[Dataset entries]
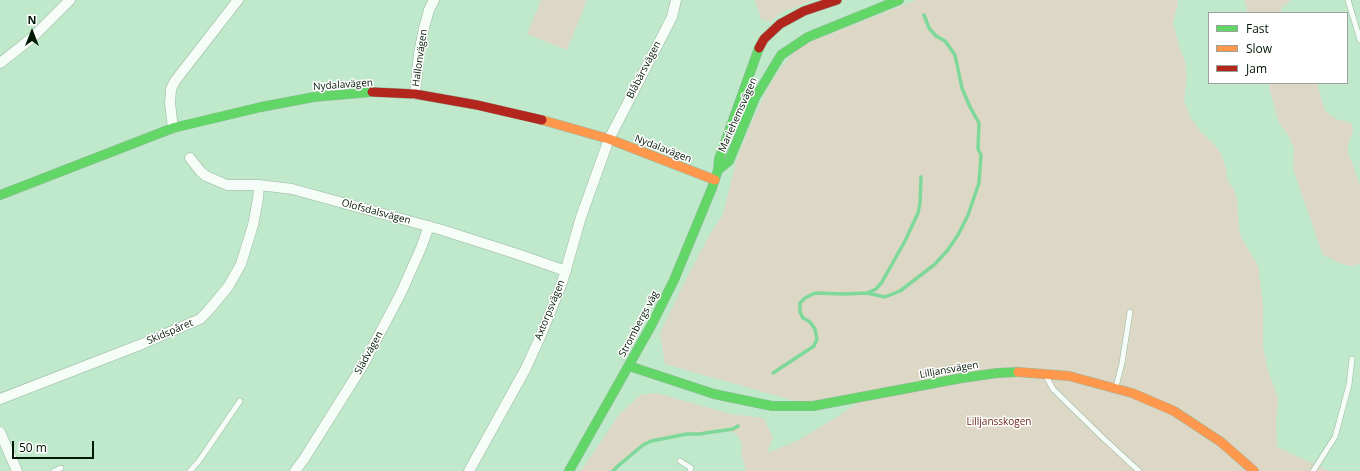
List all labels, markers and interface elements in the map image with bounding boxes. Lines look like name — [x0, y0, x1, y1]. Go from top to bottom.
north arrow — [12, 12, 52, 52]
text: N — [28, 12, 36, 27]
legend — [1208, 12, 1348, 84]
text: Fast — [1246, 20, 1269, 37]
street label: Hallonvägen — [410, 29, 430, 87]
street label: Blåbärsvägen — [624, 39, 664, 101]
text: Slow — [1246, 40, 1272, 57]
text: Jam — [1246, 60, 1267, 77]
street label: Mariehemsvägen — [716, 76, 760, 154]
street label: Nydalavägen — [313, 77, 373, 93]
street label: Nydalavägen — [633, 133, 693, 165]
street label: Olofsdalsvägen — [340, 197, 412, 227]
street label: Axtorpsvägen — [532, 278, 568, 342]
street label: Strombergs väg — [617, 289, 661, 359]
street label: Skidspåret — [145, 317, 195, 347]
street label: Slädvägen — [352, 329, 386, 377]
street label: Lilljansvägen — [919, 359, 979, 381]
park label: Lilljansskogen — [967, 416, 1031, 428]
scale bar — [14, 433, 96, 459]
text: 50 m — [19, 439, 47, 456]

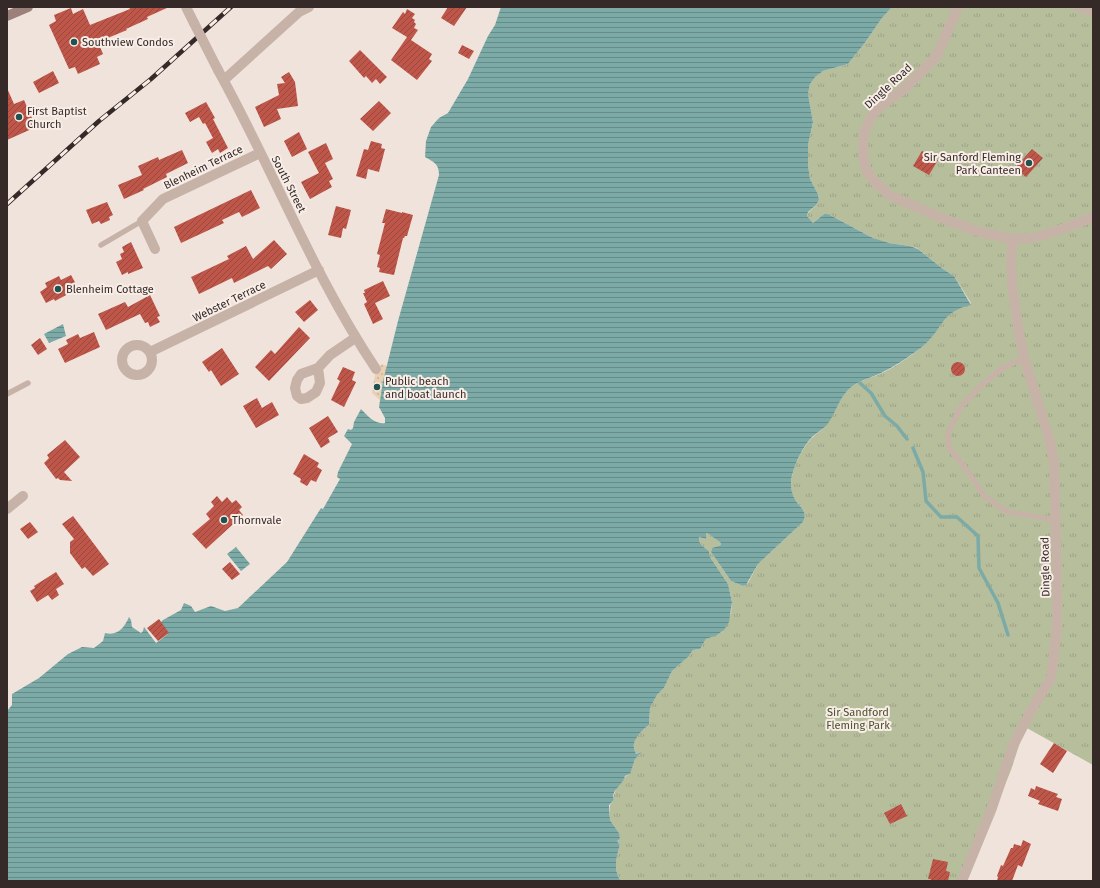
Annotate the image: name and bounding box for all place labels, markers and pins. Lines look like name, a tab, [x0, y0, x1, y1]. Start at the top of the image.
place label: Southview Condos	[82, 36, 173, 49]
marker: Southview Condos	[69, 37, 79, 47]
place label: First Baptist Church	[27, 105, 87, 131]
marker: First Baptist Church	[14, 112, 24, 122]
place label: Sir Sanford Fleming Park Canteen	[924, 151, 1021, 177]
marker: Sir Sanford Fleming Park Canteen	[1024, 158, 1034, 168]
place label: Blenheim Cottage	[66, 283, 154, 296]
marker: Blenheim Cottage	[53, 284, 63, 294]
place label: Public beach and boat launch	[385, 375, 466, 401]
marker: Public beach and boat launch	[372, 382, 382, 392]
place label: Thornvale	[232, 514, 281, 527]
marker: Thornvale	[219, 515, 229, 525]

• PROBLEM STATEMENT
Output nothing but the lines from the one that contains "Annotate the image: name" through the final line of the entries above, exactly as they appear.

• TASK OUTPUT
Annotate the image: name and bounding box for all place labels, markers and pins. Lines look like name, a tab, [x0, y0, x1, y1]. Start at the top of the image.
place label: Southview Condos	[82, 36, 173, 49]
marker: Southview Condos	[69, 37, 79, 47]
place label: First Baptist Church	[27, 105, 87, 131]
marker: First Baptist Church	[14, 112, 24, 122]
place label: Sir Sanford Fleming Park Canteen	[924, 151, 1021, 177]
marker: Sir Sanford Fleming Park Canteen	[1024, 158, 1034, 168]
place label: Blenheim Cottage	[66, 283, 154, 296]
marker: Blenheim Cottage	[53, 284, 63, 294]
place label: Public beach and boat launch	[385, 375, 466, 401]
marker: Public beach and boat launch	[372, 382, 382, 392]
place label: Thornvale	[232, 514, 281, 527]
marker: Thornvale	[219, 515, 229, 525]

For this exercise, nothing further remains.